Игорь Иванович Дикштейн был из недоучившихся «черных гардемаринов», низкорослый кондуктор из студентов, попавший на флот во время войны, имел жиденькую и потому казавшуюся неопрятной бородку, очки в серебряной оправе и тихое заведование – погреба второй башни главного калибра. Без труда усвоив все правила содержания, ухода и хранения боезапаса, кондуктор с немецкой аккуратностью, не раз поощрявшейся старшим артиллеристом «Севастополя» Гайцуком, смерть которого будет описана ниже, усердно «выхаживал» боезапас. После Брестского мира многие офицеры и мичманы старой армии с флота уволились, получив на руки отпускные билеты, в которых значилось: «…увольняется в отпуск до востребования и обращается в первобытное состояние». Игорь Иванович в первобытное состояние обращаться не спешил, в Петрограде был голод, и, по всем сведениям, так широко обсуждавшимся на бесконечных митингах и спорах в кондукторской кают-компании, наступивший 1921 год никакого облегчения не обещал. Сытный краснофлотский паек заслуживает того, чтобы быть названным по составным частям, поскольку и половины того не получали рабочие в Петрограде: полтора-два фунта хлеба, четверть фунта мяса, четверть фунта рыбы, четверть фунта крупы, 60–80 граммов сахара – и все это на один день. Правда, желание съесть хлеба или других продуктов возникало у многих встававших от стола и после флотского обеда. Хотя база снабжалась регулярно, без перебоев, по нормам зимнего времени, но продукты, поступающие на довольствие, были не всегда хорошего качества. Вместо круп часто шел в пищу мерзлый картофель, не хватало жиров, сахара…

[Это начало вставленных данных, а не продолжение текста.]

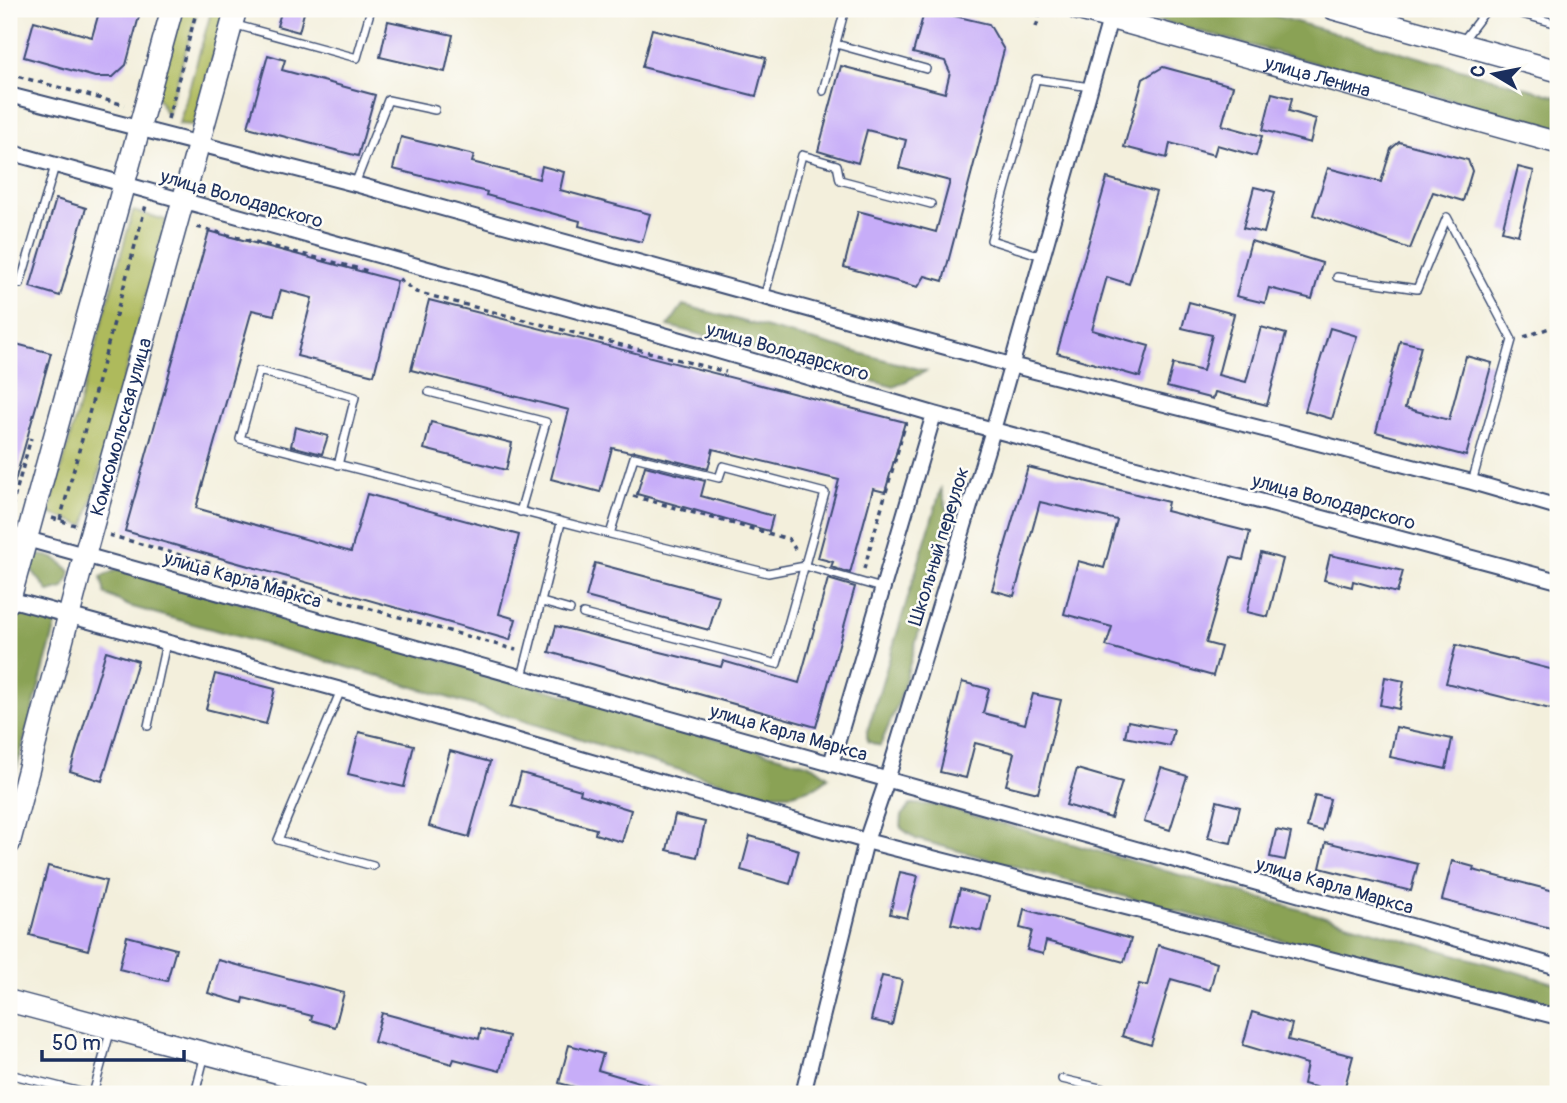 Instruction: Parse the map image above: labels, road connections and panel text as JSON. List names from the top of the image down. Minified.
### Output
{"streets":{"street":["улица Ленина","улица Володарского","Комсомольская улица","Школьный переулок","улица Карла Маркса"]},"crossings":[["улица Ленина","Школьный переулок"],["улица Володарского","Комсомольская улица"],["улица Володарского","Школьный переулок"],["Комсомольская улица","улица Карла Маркса"],["Школьный переулок","улица Карла Маркса"]],"scale_bar":"50 m","north":"left"} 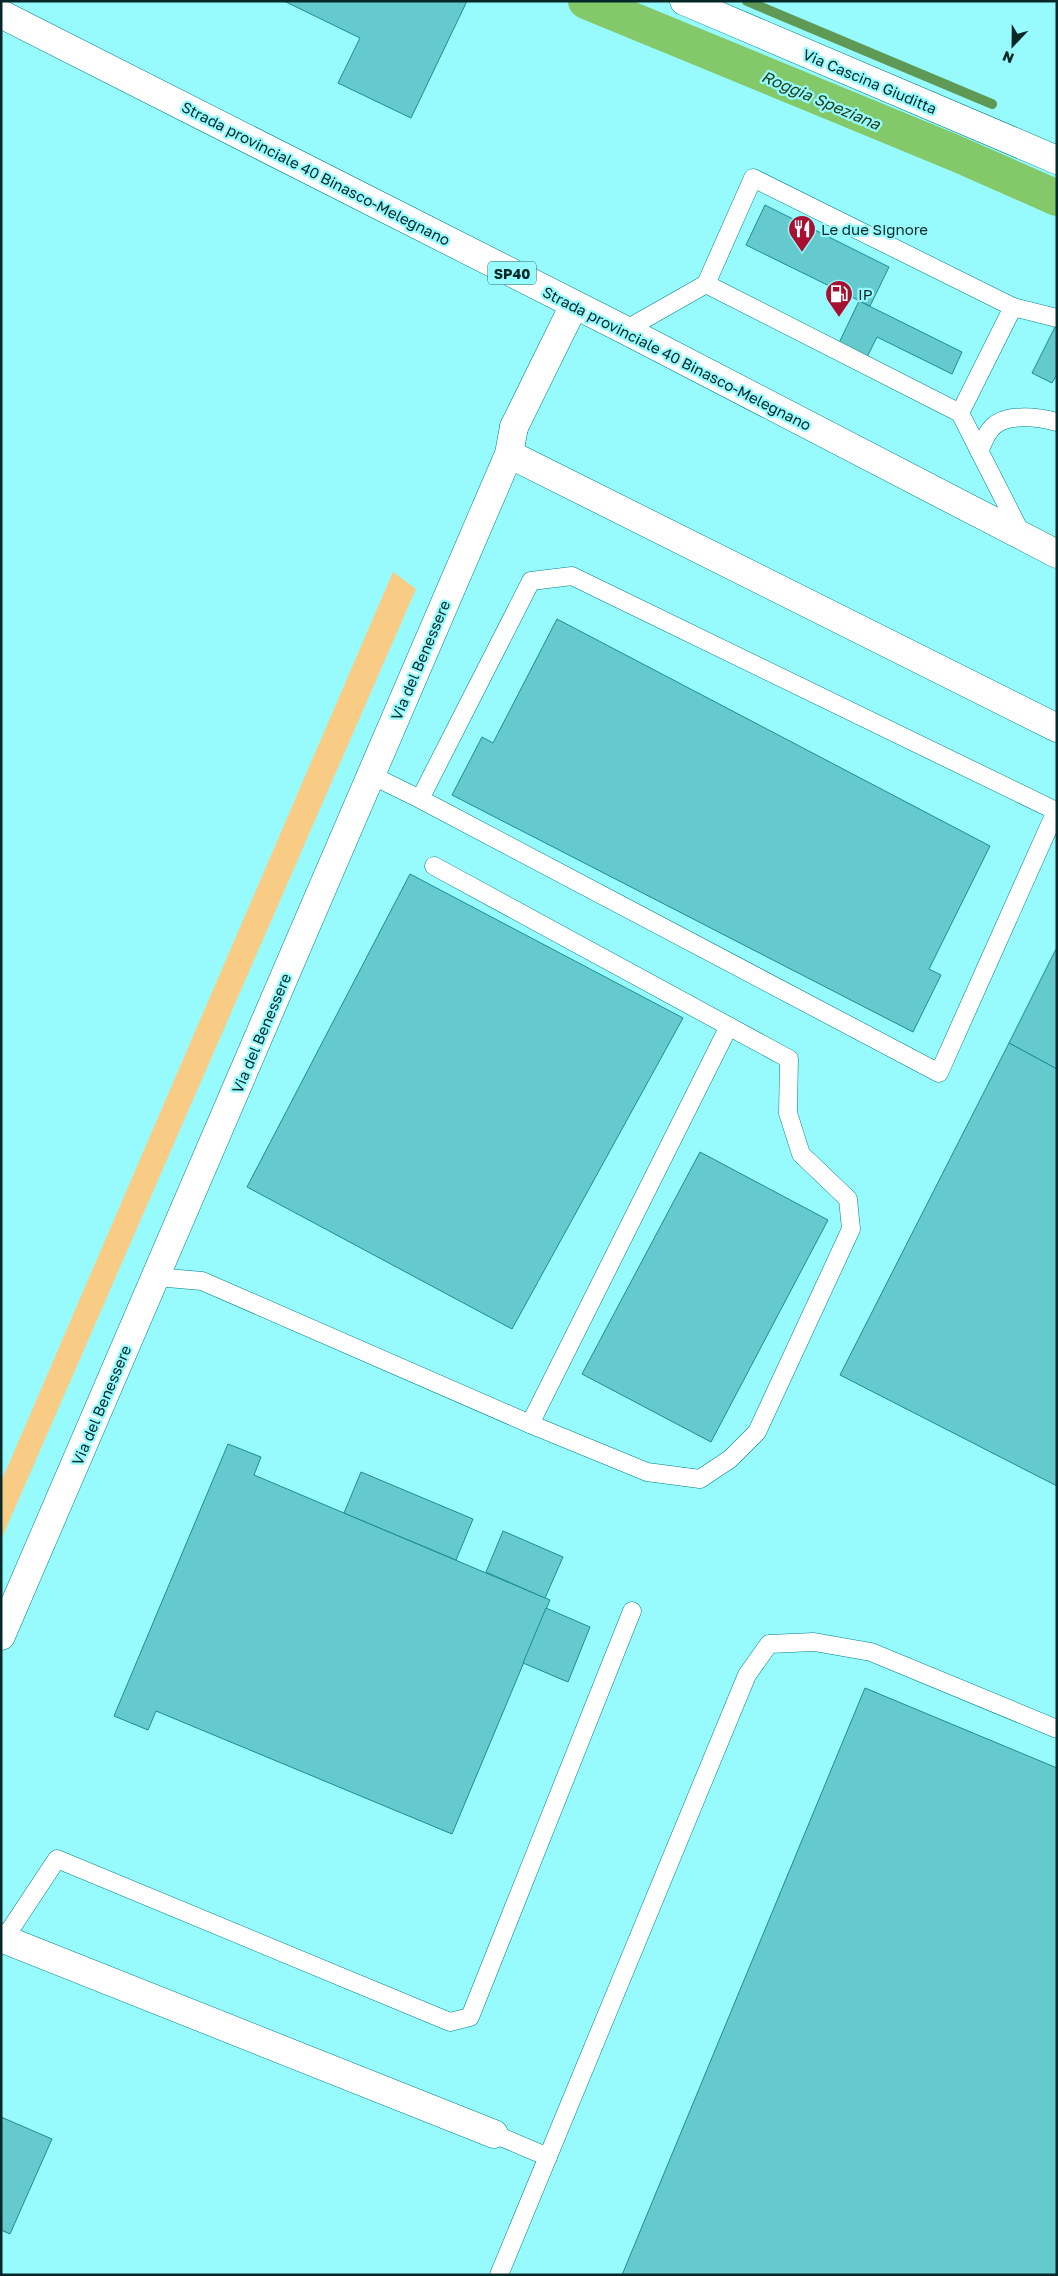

Мать и младший брат умерли в 1919-м от голода в тесной квартирке на пятом этаже старого дома по Петропавловской улице в Петрограде, поэтому задача выжить стала единственной и главной для Игоря Ивановича. Он умел предвидеть, умел рассчитать, но все чаще и чаще и даже вовсе не неожиданный, а какой-то идущий своим путем строй событий все его вроде бы просчитанные конструкции рушил.
Сначала все шло в соответствии с расчетом.
В предвидении мобилизации Игорь Иванович пошел вольноопределяющимся, что давало совершенно очевидные льготы, право выбора рода войск и даже специальности. Одновременно с его уходом на флот облегчалось положение семьи, жившей на небольшую отцовскую пенсию. На корабле он выбрал самое безопасное место – снарядные погреба, и был прав, потому что даже в то время, когда все службы на корабле разболтались, когда порядка не стало никакого, лишь минно-артиллерийские содержатели пользовались непререкаемым авторитетом. Наряды назначались на демократической основе, вахты несли из рук вон плохо, снег лежал, лед не скалывали, но артдозоры, наблюдавшие погреба и следившие за состоянием боезапаса и исправностью системы орошения, пожаротушения и затопления погребов, назначались строго и исполнялись по совести. Даже самый темный матросик из деревенских быстро понимал, что значит неисправность патронной беседки и непорядок в крюйт-камерах.
Игорь Иванович не собирался век свой коротать на флоте; нужно было пережить все эти передряги, закончить образование и жить солидной и обеспеченной жизнью русского инженера. А потому он сторонился всяческой политической активности, называл себя сочувствующим, но не уточнял кому, и в душе своей нисколько не осуждал авроровцев, чуть ли не на следующий день после неудачного выступления большевиков в июле присягнувших Временному правительству, а потом это же правительство пугнувших холостым выстрелом из-за Николаевского моста в ночь взятия большевиками Зимнего.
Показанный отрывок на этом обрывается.